Heirloom Beers – Re-Discovering the Ancient Craft
A Little History
In medieval Europe – in most of the world back then – everything was local. Food, wine, architecture, agriculture, sculpture, pottery. The collection of artistry, industry, and culture the people experienced reflected and was limited by the local community where they lived. People weren’t mobile, and trade was limited. People spent literally a lifetime in the village where they were born. A traveler who was fortunate enough to move from village to village would genuinely feel as if he were moving from one world to another.
Beer was a critical part of this local life. If your village grew barley, that village probably also developed some really good barley beers. A few villages over someone threw a local weed into the mix, the villagers liked it, and hoppiness became the signature of that local beer. Across the mountain range, they grew rye not barley – and of course made rye beer. Wheat beer, corn beer, mead – locality after locality developed and perfected their beers, using the grains, sugars, flavors, and techniques available to them in their local world.
Roll the clock forward a thousand years or so and consider life today. All those thousands of villages are quickly merging into one world. Not only is this one world full of mobile people who can easily travel to any country and village anywhere, but the products themselves are mass produced, marketed, and distributed to every corner of this huge, new mega-world. In New York or New Delhi or Shanghai, Bud Light is on every shelf.

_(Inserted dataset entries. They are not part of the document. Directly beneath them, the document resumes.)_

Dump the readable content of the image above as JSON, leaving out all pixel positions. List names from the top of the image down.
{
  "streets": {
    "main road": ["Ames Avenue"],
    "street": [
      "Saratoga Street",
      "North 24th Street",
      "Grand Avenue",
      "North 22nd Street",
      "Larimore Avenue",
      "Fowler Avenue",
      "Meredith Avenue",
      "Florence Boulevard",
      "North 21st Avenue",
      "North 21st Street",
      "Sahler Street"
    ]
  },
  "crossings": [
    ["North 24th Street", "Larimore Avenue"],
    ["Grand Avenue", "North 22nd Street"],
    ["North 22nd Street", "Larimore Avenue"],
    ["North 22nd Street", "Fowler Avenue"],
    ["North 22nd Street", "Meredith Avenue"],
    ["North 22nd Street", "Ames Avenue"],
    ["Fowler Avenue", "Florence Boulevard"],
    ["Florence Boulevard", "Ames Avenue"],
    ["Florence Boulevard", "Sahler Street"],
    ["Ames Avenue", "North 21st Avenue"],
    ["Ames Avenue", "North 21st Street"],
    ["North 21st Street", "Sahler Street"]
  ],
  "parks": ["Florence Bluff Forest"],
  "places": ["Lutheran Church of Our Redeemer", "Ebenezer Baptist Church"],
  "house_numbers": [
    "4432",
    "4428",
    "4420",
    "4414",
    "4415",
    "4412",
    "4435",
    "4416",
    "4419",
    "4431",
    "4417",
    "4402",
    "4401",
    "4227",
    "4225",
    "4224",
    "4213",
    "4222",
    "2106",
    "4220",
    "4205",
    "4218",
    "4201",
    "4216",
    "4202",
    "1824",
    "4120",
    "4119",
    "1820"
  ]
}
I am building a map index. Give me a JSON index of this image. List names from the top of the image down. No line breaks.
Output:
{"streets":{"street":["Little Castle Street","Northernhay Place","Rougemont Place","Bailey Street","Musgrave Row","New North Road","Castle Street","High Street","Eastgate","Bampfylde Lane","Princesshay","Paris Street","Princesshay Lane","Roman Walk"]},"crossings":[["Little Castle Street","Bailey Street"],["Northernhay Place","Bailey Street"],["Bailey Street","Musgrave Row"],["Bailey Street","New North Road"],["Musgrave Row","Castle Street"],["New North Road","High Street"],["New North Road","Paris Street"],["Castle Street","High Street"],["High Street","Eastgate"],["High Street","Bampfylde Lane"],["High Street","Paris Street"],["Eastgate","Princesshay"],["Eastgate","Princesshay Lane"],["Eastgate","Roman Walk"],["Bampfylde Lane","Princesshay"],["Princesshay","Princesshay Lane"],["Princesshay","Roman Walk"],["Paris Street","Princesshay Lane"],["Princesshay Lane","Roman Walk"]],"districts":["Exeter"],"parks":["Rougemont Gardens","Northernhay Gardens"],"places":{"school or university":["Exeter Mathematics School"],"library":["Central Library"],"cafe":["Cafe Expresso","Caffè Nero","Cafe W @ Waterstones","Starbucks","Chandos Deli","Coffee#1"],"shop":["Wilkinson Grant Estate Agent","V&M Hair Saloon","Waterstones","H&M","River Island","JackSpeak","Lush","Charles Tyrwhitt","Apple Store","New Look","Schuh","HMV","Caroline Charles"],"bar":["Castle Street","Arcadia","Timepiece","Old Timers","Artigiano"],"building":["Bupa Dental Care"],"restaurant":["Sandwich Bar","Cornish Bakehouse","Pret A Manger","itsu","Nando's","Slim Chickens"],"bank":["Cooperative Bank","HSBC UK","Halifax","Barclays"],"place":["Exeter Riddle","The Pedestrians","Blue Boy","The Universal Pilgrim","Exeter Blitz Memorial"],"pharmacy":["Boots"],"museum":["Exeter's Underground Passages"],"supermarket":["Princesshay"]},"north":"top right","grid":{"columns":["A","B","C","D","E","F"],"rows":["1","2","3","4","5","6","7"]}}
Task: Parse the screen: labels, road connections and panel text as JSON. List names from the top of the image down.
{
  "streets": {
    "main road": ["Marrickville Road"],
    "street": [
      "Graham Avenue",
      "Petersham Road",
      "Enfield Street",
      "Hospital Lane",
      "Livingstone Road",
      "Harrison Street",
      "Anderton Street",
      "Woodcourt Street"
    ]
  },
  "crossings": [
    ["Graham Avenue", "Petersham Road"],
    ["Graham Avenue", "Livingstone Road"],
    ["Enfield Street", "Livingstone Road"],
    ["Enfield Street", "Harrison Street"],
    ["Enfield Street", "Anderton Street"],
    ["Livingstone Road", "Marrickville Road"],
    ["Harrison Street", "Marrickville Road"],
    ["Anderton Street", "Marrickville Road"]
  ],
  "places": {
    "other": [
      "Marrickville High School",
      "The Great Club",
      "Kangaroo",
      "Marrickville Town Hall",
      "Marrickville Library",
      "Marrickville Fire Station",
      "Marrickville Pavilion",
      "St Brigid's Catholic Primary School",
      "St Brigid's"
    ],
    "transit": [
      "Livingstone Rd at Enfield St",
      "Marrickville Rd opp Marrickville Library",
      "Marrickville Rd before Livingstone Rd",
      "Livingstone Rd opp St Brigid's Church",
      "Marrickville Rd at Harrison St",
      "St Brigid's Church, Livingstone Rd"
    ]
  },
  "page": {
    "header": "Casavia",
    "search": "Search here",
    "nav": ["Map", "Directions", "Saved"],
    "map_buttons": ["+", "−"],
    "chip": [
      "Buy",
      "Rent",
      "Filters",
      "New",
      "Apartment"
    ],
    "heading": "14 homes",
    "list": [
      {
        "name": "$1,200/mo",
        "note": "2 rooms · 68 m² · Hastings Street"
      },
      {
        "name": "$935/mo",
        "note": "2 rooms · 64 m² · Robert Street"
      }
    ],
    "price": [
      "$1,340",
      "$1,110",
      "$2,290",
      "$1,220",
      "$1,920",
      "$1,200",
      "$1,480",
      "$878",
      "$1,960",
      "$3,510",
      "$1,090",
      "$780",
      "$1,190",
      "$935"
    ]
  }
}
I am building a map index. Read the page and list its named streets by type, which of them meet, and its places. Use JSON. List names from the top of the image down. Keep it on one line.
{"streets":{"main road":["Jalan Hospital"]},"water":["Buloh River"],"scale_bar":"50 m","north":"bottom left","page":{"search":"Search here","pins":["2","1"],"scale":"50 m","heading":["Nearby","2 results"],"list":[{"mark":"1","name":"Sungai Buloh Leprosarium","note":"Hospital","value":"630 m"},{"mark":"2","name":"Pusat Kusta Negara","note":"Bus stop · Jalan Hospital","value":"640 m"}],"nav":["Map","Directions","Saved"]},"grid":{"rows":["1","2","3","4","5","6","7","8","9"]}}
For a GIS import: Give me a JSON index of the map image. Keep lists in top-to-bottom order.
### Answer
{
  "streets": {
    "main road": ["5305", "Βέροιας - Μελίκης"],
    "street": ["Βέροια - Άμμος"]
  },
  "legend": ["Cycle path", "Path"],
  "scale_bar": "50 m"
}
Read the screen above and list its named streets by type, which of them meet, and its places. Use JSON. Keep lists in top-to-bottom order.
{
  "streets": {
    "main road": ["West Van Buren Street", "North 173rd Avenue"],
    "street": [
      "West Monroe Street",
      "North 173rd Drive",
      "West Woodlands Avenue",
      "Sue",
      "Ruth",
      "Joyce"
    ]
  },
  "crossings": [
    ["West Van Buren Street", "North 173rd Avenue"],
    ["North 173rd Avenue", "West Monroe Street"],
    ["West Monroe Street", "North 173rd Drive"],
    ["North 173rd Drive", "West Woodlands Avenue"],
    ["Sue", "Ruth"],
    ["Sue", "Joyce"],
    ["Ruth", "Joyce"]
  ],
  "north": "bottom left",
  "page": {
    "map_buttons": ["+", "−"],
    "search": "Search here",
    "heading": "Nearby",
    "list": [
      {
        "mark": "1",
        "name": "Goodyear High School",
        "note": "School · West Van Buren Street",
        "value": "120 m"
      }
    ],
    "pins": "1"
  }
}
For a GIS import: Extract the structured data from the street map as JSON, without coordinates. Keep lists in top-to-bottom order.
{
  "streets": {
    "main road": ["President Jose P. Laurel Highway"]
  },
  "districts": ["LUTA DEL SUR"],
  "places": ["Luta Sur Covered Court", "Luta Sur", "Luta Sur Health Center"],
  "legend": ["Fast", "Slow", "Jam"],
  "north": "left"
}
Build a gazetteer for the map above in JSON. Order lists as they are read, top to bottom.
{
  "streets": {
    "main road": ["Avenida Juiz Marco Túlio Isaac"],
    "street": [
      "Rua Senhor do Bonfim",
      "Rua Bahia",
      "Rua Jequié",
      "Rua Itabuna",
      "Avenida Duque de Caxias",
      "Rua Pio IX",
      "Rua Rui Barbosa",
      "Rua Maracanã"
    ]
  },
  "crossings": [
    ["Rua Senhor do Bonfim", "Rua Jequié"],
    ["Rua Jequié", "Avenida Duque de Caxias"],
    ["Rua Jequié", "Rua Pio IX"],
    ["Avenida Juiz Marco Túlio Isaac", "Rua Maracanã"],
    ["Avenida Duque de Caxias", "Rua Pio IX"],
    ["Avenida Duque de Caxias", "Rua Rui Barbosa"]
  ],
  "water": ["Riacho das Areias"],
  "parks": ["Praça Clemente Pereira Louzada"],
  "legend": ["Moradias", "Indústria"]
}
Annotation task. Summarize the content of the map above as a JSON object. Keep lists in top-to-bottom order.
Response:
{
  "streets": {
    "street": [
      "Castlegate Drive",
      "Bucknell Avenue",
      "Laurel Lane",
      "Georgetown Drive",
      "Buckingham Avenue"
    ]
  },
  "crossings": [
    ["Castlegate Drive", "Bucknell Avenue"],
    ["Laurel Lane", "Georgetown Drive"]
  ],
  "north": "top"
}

The explosion of craft beer is, at heart, a longing to return to the delightful uniqueness of an ancient way of life, to taste the fruits of countless villages.
Who We Are
At Front Royal Brewing Co., we are all about craft beer but with a keen eye to the history that precedes us. We like to experiment with blueberries, lemons, coffee, chocolate – all kinds of cool stuff. But, above all, we like to resurrect those old, old recipes and breathe new life into them. Here are some of our favorites and a little bit of their history. Come visit us this spring – we’ll be hosting heirloom beer tastings, featuring these ancient concoctions. https://frontroyalbrewing.com
In 1516, Bavarian noblemen passed Reinheitsbegot, a law requiring that only water, barley and hops could be used to brew beer (later yeast was added to the list of approved ingredients). The aim of the law was to prevent crops used to make bread from being “wasted” on brewing. The law applied only to Bavaria, not the whole of Germany, which is a major reason Bavarian beers are so distinctive today.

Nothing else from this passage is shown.